The data processing layer applies modality-specific transformations to ingested data. Meteorological, air quality, and acoustic measurements undergo validation, calibration correction, and normalisation to ensure consistency across heterogeneous sensor types and providers. Visual data are processed through object detection pipelines that identify and classify relevant entities—such as vehicles, pedestrians, traffic signs, and infrastructure elements—and convert these observations into structured metadata records. This processing step is essential for reducing long-term storage requirements and mitigating privacy risks associated with retaining raw visual data. Processing tasks are distributed across containerised workers that scale independently based on the volume and modality of incoming data.
The storage layer provides persistent, organised retention of both raw and processed data. Time-series databases support continuous sensor measurements with efficient temporal indexing. At the same time, object storage repositories manage larger binary assets, such as image frames, when retention is mandated by policy or analytical requirements. A metadata catalogue indexes all stored records with provenance information, enabling efficient retrieval based on temporal, spatial, or thematic criteria. The storage design ensures that data from different providers remains logically separated while being queryable through a unified interface, thereby supporting both provider isolation and cross-provider analytics where authorised.

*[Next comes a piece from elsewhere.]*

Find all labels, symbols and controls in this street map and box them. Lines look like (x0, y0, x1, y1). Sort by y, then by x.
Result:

The governance and access control layer implements the role-based administrative model that regulates all interactions with the platform. This layer defines and enforces roles such as system administrator, provider administrator, data manager, and data consumer, each with distinct permissions governing data submission, processing configuration, access, and export. Access control policies are evaluated at each data request, ensuring that authorisation decisions reflect current role assignments and provider-level rules. Technically, policy enforcement is implemented in the REST API middleware layer, where authenticated user tokens (e.g., JWTs) encode provider and role identifiers. Each request is validated against a centralised policy engine before query execution. Provider-level isolation is enforced using a combination of provider-scoped database schemas and API-layer filtering based on authenticated token claims (provider_id, role_id). Queries are dynamically constrained to the requesting provider’s namespace, and row-level security policies prevent cross-provider access even in the event of application-layer misconfiguration. The governance layer also maintains comprehensive audit logs of all data access and administrative actions, supporting accountability, dispute resolution, and regulatory compliance. This centralised policy enforcement ensures that governance is applied uniformly across all system components rather than being delegated to individual services.

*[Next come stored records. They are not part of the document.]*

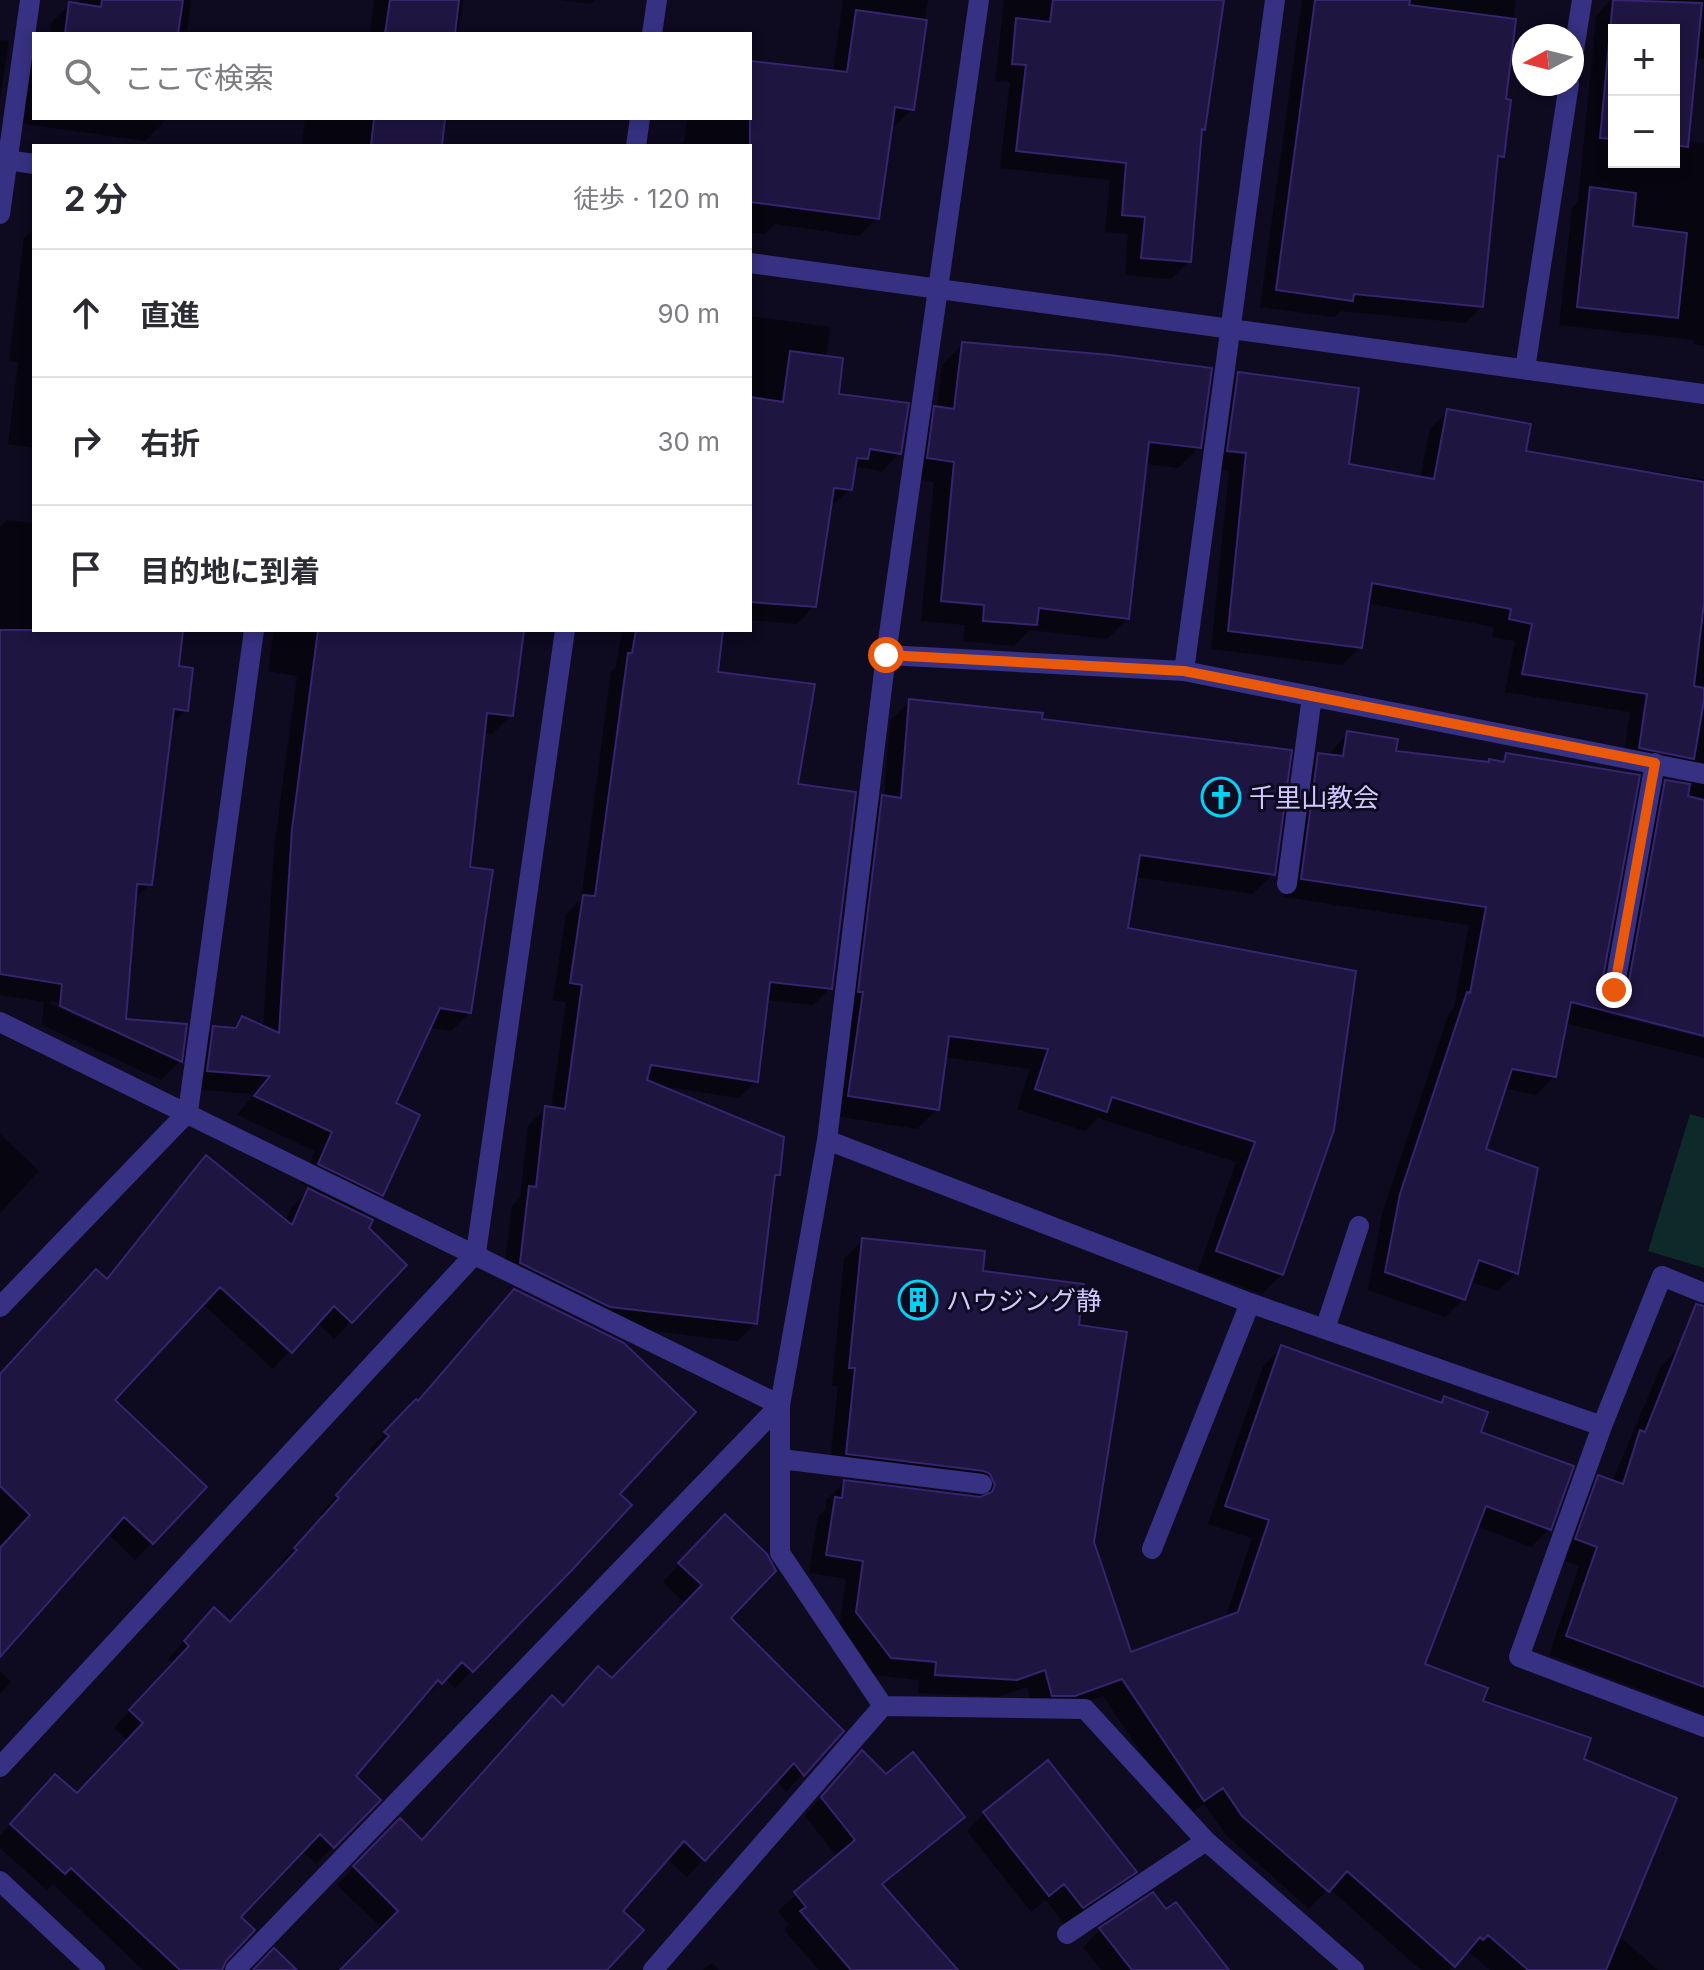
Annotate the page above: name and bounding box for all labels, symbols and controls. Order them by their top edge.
north arrow [1512,24,1584,96]
map controls [1608,24,1680,168]
button: + [1608,24,1680,96]
search box [32,32,752,120]
icon: search [60,54,104,98]
text: ここで検索 [124,60,274,96]
button: − [1608,96,1680,168]
text: 2 分 [64,178,127,219]
text: 徒歩 · 120 m [573,183,720,214]
icon: ahead [64,291,108,335]
text: 直進 [140,297,200,333]
text: 90 m [657,298,720,329]
icon: right [64,419,108,463]
text: 右折 [140,425,200,461]
text: 30 m [657,426,720,457]
icon: arrive [64,547,108,591]
text: 目的地に到着 [140,553,320,589]
route start [868,637,904,673]
church icon: 千里山教会 [1200,776,1242,818]
place label: 千里山教会 [1249,782,1379,813]
route end [1596,972,1632,1008]
building icon: ハウジング静 [897,1279,939,1321]
place label: ハウジング静 [946,1285,1102,1316]

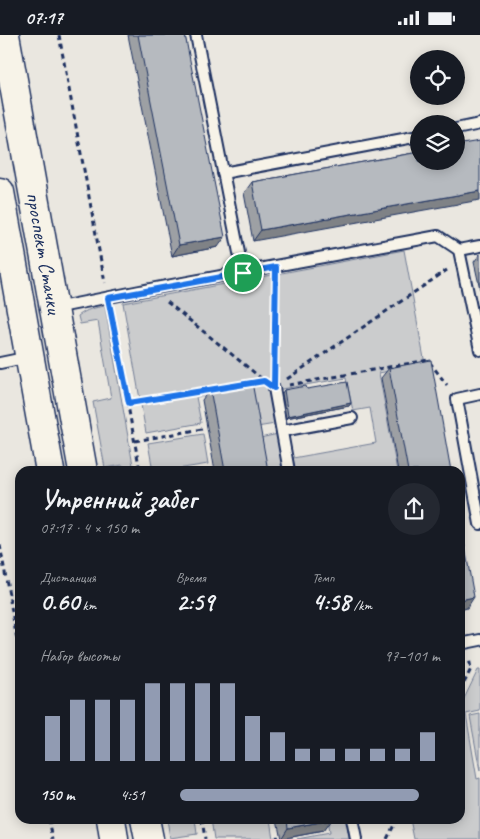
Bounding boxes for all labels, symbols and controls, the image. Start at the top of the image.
text: 07:17 [25,6,63,30]
map controls [410,50,465,170]
button: locate [410,50,465,105]
button: layers [410,115,465,170]
street label: проспект Стачки [20,190,68,317]
pin [222,252,264,294]
icon: arrive [229,259,257,287]
text: Утренний забег [40,481,196,516]
button: share [388,483,440,535]
text: 07:17 · 4 × 150 m [40,518,139,538]
text: Дистанция [40,569,96,586]
text: Время [176,569,206,586]
text: Темп [312,569,335,586]
text: 0.60 [40,586,79,618]
text: 2:59 [176,586,214,618]
text: 4:58 [312,586,350,618]
text: km [79,597,96,614]
text: /km [350,597,372,614]
text: Набор высоты [40,646,119,666]
text: 97–101 m [384,646,440,666]
text: 150 m [40,785,74,805]
text: 4:51 [120,785,145,805]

The application and service layer exposes platform functionality to external users and systems through standardised application programming interfaces. Data consumers interact with the platform through query interfaces that support spatial, temporal, and attribute-based filtering of sensor measurements and derived metadata. Visualisation services, analytical dashboards, and data export tools are provided as modular application components that consume data exclusively through the governed API layer, ensuring that all external access is subject to the permissions and policies defined in the governance model. This design permits the development of diverse client applications without requiring modifications to the underlying platform services.
3.3. Integration and Deployment Considerations
The architecture is designed for deployment on private cloud infrastructure using container orchestration platforms. All services are packaged as container images and managed through declarative configuration, enabling reproducible deployments across different hardware environments. Service discovery, load balancing, and health monitoring are handled by the orchestration layer, reducing operational complexity and supporting automated recovery from individual component failures.
Inter-service communication follows an event-driven pattern, with message brokers mediating data flow between ingestion, processing, and storage components. This design minimises tight coupling between services and permits individual components to be updated, scaled, or replaced without system-wide disruption. Configuration management and secret handling are centralised to ensure consistent security policies across all deployed services.
The modular architecture enables incremental deployment, allowing operators to activate additional processing pipelines, storage backends, or application services as operational requirements evolve. This extensibility is particularly valuable in research and pilot deployment contexts, where sensing configurations, analytical objectives, and the number of participating providers may change over the course of a deployment campaign. The layered design further ensures that platform-level architectural decisions do not constrain the diversity of sensing hardware or analytical methods that may be integrated in the future.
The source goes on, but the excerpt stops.